───── Material provided

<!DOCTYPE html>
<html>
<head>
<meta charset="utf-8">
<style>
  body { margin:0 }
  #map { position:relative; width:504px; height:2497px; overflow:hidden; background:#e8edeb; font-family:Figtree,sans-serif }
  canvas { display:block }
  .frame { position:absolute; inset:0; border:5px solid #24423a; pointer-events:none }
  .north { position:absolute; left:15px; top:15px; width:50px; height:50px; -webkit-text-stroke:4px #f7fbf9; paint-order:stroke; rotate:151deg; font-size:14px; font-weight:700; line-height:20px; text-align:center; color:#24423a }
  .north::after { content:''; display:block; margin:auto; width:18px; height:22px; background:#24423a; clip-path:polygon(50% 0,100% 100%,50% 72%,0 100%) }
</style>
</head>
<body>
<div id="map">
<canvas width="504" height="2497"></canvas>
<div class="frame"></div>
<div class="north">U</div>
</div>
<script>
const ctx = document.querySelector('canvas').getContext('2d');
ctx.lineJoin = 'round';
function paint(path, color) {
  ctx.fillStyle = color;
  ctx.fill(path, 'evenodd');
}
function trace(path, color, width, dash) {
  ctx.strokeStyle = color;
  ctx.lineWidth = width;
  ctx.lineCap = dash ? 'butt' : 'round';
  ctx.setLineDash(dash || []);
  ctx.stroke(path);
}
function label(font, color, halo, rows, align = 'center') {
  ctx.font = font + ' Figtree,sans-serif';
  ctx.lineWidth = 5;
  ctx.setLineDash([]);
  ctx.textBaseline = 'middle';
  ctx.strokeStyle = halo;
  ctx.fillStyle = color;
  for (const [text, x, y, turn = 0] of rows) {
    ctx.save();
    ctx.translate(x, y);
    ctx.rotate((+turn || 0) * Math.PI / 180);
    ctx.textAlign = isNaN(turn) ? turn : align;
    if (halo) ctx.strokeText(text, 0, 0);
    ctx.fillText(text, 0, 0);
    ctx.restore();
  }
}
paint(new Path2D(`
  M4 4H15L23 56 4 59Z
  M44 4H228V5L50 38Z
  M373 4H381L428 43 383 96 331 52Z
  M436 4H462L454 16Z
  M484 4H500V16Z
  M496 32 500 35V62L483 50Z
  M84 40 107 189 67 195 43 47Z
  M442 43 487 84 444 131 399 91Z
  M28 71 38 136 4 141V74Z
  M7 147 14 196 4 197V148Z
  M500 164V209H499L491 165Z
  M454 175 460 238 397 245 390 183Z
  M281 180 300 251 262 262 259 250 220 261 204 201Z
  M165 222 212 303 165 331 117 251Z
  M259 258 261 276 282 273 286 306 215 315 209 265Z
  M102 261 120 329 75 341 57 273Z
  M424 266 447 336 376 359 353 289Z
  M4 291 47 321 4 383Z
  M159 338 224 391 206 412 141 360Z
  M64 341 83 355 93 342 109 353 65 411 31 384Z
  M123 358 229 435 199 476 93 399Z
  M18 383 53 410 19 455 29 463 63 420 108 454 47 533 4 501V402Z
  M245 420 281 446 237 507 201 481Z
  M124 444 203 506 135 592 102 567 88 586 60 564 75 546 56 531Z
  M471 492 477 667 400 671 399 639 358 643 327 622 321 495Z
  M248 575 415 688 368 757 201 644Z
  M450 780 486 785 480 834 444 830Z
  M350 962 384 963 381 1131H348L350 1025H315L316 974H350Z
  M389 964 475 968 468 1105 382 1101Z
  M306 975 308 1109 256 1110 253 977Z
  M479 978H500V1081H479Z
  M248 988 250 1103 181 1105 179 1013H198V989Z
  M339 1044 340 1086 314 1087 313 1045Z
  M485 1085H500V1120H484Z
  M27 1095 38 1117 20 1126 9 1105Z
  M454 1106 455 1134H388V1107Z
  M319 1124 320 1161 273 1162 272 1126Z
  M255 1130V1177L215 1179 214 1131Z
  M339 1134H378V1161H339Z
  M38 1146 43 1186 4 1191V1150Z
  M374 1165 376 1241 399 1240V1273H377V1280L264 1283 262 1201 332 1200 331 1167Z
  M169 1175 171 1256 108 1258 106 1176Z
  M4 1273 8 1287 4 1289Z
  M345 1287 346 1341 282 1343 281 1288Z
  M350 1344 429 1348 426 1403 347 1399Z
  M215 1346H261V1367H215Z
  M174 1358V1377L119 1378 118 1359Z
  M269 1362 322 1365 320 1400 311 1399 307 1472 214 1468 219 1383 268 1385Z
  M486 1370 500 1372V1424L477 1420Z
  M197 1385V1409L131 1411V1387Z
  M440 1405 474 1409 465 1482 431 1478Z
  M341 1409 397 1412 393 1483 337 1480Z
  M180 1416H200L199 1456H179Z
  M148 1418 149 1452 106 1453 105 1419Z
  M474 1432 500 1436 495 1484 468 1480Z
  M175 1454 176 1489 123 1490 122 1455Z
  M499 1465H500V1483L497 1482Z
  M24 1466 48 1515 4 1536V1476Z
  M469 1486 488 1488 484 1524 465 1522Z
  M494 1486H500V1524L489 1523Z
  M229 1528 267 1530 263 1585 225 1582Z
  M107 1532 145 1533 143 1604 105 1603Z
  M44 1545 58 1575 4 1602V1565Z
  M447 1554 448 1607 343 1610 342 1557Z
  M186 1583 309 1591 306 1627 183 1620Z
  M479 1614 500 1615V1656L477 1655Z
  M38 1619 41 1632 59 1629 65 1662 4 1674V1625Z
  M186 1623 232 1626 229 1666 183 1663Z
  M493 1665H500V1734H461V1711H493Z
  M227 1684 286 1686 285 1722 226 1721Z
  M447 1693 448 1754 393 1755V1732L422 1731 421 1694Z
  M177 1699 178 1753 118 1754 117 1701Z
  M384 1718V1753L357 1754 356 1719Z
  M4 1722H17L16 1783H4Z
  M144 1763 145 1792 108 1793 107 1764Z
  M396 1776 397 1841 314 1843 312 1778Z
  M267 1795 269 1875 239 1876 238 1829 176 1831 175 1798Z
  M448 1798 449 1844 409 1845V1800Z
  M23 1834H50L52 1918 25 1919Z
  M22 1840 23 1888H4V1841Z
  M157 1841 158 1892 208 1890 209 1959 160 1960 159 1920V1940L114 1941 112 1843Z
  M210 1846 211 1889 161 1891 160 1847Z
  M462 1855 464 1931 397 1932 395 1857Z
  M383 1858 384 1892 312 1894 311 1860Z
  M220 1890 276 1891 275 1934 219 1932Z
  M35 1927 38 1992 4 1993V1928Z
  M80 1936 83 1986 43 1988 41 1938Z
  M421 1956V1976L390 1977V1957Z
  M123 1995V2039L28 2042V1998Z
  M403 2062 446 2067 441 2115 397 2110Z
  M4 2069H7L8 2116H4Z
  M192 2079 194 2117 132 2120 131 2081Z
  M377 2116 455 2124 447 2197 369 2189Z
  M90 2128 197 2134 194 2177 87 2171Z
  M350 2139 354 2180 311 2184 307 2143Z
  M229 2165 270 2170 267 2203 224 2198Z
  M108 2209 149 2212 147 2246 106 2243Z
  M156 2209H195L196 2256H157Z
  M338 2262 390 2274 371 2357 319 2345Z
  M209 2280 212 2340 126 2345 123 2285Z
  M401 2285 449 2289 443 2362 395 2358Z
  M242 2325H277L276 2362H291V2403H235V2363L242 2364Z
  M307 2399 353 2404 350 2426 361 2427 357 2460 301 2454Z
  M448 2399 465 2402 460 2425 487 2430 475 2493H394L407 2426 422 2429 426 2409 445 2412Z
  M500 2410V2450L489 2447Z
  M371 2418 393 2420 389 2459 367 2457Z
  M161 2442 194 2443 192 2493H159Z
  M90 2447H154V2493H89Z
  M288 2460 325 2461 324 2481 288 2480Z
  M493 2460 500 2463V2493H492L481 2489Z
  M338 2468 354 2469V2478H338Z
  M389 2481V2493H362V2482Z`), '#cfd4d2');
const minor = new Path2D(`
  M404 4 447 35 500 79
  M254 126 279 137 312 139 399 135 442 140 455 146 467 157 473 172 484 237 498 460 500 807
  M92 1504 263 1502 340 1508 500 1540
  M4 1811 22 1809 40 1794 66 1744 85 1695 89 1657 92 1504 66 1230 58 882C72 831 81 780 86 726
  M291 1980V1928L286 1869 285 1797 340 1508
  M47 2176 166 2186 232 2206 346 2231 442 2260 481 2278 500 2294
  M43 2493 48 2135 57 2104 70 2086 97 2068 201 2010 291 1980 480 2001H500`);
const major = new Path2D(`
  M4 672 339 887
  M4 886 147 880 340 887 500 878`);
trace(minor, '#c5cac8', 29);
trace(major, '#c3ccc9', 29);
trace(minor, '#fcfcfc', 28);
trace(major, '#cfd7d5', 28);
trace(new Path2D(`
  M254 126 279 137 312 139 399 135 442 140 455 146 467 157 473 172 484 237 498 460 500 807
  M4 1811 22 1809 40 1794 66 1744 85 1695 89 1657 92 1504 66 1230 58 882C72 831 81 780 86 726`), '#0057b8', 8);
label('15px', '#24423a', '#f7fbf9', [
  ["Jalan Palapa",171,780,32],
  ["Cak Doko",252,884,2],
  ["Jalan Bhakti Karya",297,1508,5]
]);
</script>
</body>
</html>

──────────

• [Work item] From the records above, count how many lines hold the string "function", then give only that number.

• [Solution to this task] 3